→ **PROBLEM DESCRIPTION**:
Copy each of the following entries back without change.
** MATERIAL SHOWN follows **
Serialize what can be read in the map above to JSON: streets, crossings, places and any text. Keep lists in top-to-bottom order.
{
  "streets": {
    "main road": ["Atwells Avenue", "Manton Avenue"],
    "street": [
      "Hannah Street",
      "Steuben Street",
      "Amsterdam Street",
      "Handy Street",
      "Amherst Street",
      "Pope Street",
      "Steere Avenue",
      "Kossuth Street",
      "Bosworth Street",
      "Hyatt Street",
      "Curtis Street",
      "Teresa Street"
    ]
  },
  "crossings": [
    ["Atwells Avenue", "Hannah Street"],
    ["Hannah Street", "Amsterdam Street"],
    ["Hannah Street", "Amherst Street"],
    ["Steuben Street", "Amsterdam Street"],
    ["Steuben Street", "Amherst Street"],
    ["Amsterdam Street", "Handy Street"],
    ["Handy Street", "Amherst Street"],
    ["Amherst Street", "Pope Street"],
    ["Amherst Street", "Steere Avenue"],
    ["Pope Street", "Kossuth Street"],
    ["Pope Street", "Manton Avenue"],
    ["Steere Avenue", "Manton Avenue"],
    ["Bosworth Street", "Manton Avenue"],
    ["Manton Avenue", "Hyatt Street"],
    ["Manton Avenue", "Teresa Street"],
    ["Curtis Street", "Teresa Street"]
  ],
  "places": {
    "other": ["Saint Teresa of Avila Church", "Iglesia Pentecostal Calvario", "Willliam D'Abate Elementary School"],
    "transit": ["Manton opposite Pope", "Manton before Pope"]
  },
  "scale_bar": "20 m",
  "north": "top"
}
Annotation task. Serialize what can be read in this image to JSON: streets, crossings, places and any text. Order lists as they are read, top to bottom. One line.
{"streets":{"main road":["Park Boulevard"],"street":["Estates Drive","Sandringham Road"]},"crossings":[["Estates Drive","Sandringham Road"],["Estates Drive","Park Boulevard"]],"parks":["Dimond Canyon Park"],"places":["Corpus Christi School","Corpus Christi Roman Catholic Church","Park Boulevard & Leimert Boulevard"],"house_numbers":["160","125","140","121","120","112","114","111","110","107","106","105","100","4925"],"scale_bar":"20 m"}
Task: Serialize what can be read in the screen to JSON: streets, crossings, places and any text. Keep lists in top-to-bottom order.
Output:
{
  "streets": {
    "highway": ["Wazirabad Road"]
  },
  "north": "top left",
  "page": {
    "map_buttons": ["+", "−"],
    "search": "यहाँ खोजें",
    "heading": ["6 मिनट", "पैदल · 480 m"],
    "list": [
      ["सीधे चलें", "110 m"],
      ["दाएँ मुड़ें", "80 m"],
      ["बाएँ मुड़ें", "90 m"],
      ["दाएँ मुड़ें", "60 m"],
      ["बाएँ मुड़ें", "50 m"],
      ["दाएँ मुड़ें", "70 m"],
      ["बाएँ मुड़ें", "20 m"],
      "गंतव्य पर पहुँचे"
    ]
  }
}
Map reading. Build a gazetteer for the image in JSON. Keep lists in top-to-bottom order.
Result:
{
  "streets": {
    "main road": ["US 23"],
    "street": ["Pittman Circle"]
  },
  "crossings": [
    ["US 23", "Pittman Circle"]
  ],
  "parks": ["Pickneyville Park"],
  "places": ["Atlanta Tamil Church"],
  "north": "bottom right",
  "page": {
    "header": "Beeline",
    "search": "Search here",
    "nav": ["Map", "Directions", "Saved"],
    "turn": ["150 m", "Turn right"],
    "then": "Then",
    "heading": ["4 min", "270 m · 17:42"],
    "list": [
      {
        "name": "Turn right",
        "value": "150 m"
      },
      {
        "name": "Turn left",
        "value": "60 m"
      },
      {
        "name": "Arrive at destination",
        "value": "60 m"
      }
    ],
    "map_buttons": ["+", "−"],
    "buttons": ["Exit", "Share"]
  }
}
** End of MATERIAL SHOWN **
→ **SOLUTION TO THE EXERCISE**:
Serialize what can be read in the map above to JSON: streets, crossings, places and any text. Keep lists in top-to-bottom order.
{
  "streets": {
    "main road": ["Atwells Avenue", "Manton Avenue"],
    "street": [
      "Hannah Street",
      "Steuben Street",
      "Amsterdam Street",
      "Handy Street",
      "Amherst Street",
      "Pope Street",
      "Steere Avenue",
      "Kossuth Street",
      "Bosworth Street",
      "Hyatt Street",
      "Curtis Street",
      "Teresa Street"
    ]
  },
  "crossings": [
    ["Atwells Avenue", "Hannah Street"],
    ["Hannah Street", "Amsterdam Street"],
    ["Hannah Street", "Amherst Street"],
    ["Steuben Street", "Amsterdam Street"],
    ["Steuben Street", "Amherst Street"],
    ["Amsterdam Street", "Handy Street"],
    ["Handy Street", "Amherst Street"],
    ["Amherst Street", "Pope Street"],
    ["Amherst Street", "Steere Avenue"],
    ["Pope Street", "Kossuth Street"],
    ["Pope Street", "Manton Avenue"],
    ["Steere Avenue", "Manton Avenue"],
    ["Bosworth Street", "Manton Avenue"],
    ["Manton Avenue", "Hyatt Street"],
    ["Manton Avenue", "Teresa Street"],
    ["Curtis Street", "Teresa Street"]
  ],
  "places": {
    "other": ["Saint Teresa of Avila Church", "Iglesia Pentecostal Calvario", "Willliam D'Abate Elementary School"],
    "transit": ["Manton opposite Pope", "Manton before Pope"]
  },
  "scale_bar": "20 m",
  "north": "top"
}
Annotation task. Serialize what can be read in this image to JSON: streets, crossings, places and any text. Order lists as they are read, top to bottom. One line.
{"streets":{"main road":["Park Boulevard"],"street":["Estates Drive","Sandringham Road"]},"crossings":[["Estates Drive","Sandringham Road"],["Estates Drive","Park Boulevard"]],"parks":["Dimond Canyon Park"],"places":["Corpus Christi School","Corpus Christi Roman Catholic Church","Park Boulevard & Leimert Boulevard"],"house_numbers":["160","125","140","121","120","112","114","111","110","107","106","105","100","4925"],"scale_bar":"20 m"}
Task: Serialize what can be read in the screen to JSON: streets, crossings, places and any text. Keep lists in top-to-bottom order.
Output:
{
  "streets": {
    "highway": ["Wazirabad Road"]
  },
  "north": "top left",
  "page": {
    "map_buttons": ["+", "−"],
    "search": "यहाँ खोजें",
    "heading": ["6 मिनट", "पैदल · 480 m"],
    "list": [
      ["सीधे चलें", "110 m"],
      ["दाएँ मुड़ें", "80 m"],
      ["बाएँ मुड़ें", "90 m"],
      ["दाएँ मुड़ें", "60 m"],
      ["बाएँ मुड़ें", "50 m"],
      ["दाएँ मुड़ें", "70 m"],
      ["बाएँ मुड़ें", "20 m"],
      "गंतव्य पर पहुँचे"
    ]
  }
}
Map reading. Build a gazetteer for the image in JSON. Keep lists in top-to-bottom order.
Result:
{
  "streets": {
    "main road": ["US 23"],
    "street": ["Pittman Circle"]
  },
  "crossings": [
    ["US 23", "Pittman Circle"]
  ],
  "parks": ["Pickneyville Park"],
  "places": ["Atlanta Tamil Church"],
  "north": "bottom right",
  "page": {
    "header": "Beeline",
    "search": "Search here",
    "nav": ["Map", "Directions", "Saved"],
    "turn": ["150 m", "Turn right"],
    "then": "Then",
    "heading": ["4 min", "270 m · 17:42"],
    "list": [
      {
        "name": "Turn right",
        "value": "150 m"
      },
      {
        "name": "Turn left",
        "value": "60 m"
      },
      {
        "name": "Arrive at destination",
        "value": "60 m"
      }
    ],
    "map_buttons": ["+", "−"],
    "buttons": ["Exit", "Share"]
  }
}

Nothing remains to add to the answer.